I think it is already upto 9 letters now.
There is no standardised microarchitecture behind the ISA.
A program can work great on one RISC-V CPU and not at all on another.
The mix and match style of the ISA means you will need to release multiple versions of your SW (if you can get access to the toolchain and HW).
What will happen I think is some incumbent/de jure vendor will emerge, likely SiFive, and the rest of RISC-V will be used inside custom hw (where no one else can compile SW for the target)
The end result is that RISC-V is open source on paper, but the version used elsewhere is SiFive's version.
If I am honest I dont really see the point outside of custom HW.

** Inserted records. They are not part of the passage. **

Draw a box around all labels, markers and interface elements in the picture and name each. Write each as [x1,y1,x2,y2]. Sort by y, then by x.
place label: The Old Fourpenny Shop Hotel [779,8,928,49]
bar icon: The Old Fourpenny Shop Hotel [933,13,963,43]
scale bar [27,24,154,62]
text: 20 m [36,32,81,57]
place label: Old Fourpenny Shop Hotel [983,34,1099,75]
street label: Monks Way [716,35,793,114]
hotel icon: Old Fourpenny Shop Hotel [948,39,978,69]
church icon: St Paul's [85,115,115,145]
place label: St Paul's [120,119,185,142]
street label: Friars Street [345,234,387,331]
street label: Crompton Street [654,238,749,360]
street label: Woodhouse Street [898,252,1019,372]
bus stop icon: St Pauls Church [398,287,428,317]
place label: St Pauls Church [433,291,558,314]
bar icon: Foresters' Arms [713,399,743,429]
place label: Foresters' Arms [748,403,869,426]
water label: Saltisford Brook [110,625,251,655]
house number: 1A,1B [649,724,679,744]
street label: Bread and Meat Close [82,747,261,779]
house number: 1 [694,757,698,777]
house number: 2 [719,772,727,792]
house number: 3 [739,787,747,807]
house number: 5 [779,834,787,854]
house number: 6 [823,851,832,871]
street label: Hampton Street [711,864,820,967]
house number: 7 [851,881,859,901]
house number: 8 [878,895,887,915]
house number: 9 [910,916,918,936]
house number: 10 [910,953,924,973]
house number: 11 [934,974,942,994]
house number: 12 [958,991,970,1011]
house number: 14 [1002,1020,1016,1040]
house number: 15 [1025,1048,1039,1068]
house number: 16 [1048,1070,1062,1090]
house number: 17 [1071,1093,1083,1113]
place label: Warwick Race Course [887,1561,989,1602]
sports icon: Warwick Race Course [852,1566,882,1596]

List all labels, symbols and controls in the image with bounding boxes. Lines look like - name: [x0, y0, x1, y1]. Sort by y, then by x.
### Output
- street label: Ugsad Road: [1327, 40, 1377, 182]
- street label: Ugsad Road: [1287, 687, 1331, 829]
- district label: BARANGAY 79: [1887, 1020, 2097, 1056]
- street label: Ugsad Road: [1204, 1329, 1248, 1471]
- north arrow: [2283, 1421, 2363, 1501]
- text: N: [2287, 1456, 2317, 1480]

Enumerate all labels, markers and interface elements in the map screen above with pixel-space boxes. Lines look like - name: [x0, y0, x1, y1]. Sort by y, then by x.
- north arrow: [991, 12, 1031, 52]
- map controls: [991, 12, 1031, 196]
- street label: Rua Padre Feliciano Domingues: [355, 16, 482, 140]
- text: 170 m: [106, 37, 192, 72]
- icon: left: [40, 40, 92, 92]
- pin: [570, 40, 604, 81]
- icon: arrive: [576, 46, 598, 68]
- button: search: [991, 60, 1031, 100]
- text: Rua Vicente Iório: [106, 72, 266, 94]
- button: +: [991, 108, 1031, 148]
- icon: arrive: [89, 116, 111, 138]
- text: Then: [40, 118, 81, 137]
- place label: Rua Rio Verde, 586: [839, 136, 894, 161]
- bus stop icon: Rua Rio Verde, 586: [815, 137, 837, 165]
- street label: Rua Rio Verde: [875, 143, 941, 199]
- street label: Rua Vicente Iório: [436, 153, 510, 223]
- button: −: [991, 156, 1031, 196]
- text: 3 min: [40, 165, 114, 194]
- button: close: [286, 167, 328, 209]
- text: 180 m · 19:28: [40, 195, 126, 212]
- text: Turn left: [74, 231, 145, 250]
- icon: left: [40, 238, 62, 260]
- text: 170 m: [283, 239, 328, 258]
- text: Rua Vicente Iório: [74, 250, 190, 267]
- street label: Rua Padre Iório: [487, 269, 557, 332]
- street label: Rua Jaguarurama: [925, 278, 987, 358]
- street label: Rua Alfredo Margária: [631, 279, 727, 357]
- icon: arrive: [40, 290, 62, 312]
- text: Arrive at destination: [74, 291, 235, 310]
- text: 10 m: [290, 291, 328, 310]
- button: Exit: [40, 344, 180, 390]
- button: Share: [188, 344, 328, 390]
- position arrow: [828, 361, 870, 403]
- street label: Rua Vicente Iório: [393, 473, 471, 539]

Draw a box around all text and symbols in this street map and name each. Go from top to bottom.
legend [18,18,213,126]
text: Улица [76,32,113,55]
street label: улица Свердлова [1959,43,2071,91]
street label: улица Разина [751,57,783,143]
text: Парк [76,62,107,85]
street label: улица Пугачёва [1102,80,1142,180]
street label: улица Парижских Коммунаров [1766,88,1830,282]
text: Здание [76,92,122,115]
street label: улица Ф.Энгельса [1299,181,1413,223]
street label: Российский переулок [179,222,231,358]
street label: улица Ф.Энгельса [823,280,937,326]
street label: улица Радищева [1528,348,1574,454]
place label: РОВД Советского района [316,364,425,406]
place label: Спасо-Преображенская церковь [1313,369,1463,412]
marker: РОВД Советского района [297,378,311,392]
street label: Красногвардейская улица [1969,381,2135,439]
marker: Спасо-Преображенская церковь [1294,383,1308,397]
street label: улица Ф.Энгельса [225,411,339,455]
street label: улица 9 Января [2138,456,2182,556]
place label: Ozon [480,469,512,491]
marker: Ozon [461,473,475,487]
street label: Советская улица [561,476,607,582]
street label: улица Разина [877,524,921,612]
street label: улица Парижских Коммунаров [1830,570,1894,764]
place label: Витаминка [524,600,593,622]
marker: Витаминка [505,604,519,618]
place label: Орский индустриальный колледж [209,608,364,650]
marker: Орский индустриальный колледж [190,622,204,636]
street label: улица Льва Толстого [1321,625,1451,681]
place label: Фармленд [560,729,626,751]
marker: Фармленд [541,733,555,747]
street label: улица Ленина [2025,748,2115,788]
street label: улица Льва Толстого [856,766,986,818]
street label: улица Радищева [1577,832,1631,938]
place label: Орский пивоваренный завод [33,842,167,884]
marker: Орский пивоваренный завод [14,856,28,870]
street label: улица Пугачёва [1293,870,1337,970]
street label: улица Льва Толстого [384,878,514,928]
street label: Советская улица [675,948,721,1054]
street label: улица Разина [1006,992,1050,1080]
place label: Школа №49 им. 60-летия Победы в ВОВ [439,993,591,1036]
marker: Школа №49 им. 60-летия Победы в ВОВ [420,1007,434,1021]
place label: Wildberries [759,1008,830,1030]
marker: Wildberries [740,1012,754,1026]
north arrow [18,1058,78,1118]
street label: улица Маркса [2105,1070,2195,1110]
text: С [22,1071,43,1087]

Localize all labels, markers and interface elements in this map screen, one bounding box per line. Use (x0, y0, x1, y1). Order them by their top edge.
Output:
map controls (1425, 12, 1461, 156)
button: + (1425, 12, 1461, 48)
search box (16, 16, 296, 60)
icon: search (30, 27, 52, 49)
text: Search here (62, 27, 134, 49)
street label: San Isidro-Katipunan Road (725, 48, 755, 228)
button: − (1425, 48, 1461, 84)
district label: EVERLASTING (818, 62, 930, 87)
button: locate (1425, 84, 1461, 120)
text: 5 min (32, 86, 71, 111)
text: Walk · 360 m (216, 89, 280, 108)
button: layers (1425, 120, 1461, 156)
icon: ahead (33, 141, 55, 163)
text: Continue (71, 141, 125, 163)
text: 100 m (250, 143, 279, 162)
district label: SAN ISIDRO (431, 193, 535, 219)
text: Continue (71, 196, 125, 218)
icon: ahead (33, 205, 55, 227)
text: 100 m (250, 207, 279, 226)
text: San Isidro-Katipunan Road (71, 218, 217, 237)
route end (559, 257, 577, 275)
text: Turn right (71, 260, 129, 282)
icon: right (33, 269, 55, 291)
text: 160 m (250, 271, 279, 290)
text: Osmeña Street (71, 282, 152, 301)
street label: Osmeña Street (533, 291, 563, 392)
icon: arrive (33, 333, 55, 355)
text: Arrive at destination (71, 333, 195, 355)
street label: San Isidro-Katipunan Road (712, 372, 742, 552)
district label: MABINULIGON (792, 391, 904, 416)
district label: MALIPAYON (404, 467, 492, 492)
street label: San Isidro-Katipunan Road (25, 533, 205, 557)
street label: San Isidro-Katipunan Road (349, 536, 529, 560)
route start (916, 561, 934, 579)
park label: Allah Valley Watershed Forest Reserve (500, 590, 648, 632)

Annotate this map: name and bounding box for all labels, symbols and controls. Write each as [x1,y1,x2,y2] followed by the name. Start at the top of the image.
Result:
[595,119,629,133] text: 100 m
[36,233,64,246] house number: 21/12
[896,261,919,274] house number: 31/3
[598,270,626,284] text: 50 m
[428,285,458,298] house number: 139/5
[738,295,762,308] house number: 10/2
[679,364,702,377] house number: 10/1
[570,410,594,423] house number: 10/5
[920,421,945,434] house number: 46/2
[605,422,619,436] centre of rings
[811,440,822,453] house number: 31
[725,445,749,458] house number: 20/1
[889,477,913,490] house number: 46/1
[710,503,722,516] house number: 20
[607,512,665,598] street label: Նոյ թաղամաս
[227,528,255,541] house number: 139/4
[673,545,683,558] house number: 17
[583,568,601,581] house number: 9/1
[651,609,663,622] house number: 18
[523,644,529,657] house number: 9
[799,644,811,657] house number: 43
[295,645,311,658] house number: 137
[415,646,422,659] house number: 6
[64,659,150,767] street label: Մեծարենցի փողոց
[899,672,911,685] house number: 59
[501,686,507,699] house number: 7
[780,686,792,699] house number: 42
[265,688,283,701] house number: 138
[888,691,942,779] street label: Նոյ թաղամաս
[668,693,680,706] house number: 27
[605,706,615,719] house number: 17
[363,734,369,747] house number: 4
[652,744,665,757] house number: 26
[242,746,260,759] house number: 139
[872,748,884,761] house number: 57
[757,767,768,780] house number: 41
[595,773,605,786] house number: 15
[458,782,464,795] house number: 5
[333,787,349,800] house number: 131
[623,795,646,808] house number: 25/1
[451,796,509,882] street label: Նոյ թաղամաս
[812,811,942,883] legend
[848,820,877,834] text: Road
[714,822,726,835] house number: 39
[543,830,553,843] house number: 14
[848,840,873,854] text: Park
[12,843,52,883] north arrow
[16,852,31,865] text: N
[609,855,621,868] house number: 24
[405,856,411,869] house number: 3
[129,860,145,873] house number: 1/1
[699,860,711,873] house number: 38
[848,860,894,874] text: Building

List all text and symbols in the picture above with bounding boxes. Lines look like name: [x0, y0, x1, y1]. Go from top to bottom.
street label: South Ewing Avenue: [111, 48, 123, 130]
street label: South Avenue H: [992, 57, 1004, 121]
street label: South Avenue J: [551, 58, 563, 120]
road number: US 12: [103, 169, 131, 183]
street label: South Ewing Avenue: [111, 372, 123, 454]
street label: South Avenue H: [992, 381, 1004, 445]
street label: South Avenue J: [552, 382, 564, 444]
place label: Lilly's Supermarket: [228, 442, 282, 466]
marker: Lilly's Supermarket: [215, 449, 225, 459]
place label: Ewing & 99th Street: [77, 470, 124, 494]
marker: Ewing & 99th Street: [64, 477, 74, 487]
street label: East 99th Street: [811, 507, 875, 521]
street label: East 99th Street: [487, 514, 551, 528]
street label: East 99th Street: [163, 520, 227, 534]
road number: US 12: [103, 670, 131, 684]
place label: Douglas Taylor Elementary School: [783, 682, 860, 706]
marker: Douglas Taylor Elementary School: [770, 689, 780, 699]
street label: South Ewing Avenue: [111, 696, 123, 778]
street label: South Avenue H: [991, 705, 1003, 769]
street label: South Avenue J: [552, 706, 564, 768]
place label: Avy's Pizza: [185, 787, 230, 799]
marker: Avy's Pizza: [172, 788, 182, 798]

RISC-V, if it takes up, is open source being used to accelerate vendor lock-in. We'll have routers using some custom RISC-V processors that cannot be compiled for once the vendor chooses to stop support. It can be a clever tool for planned obsolescence, to get around the GPL license I think, as the wider community have the source code, but not the toolchain for that proprietary HW.
An ARM A78 based Android phone is easy to port to by anyone, the vendor is ARM. A RISC-V one will need that specific RISC-V vendor's toolchain, and manuals, and microarchitecture.
If they wanted RISC-V to benefit the wider community, they should have locked the ISA, as every other ISA does today. Otherwise what actually exists is just a bunch of proprietary ISAs being given a common parent class name called riscv.
But the HW "object" I actually get is from a different class.
"Having it tested and verified on silicon, and a tool chain to go with support, for people call up and say 'how did you do this?' – that is the inherent value of an IP company like SiFive," he said.
Amen to that ..... and such a value is priceless/far beyond any standard measure of cost. However, as is always natural in such Elevating and Enlightening Instances of Advanced IntelAIgent Design, if you have to ask to know, one be not quite ready to enable and be able to deal with what one is able to enable and deliver for others to deal with in engagement, employment and enjoyment of the IP Provided ..... which is a Failsafe Security SafeGuard Default Supplied to Protect Systems Administrations from Inflicting Upon Themselves Catastrophic Terminal Self Harm.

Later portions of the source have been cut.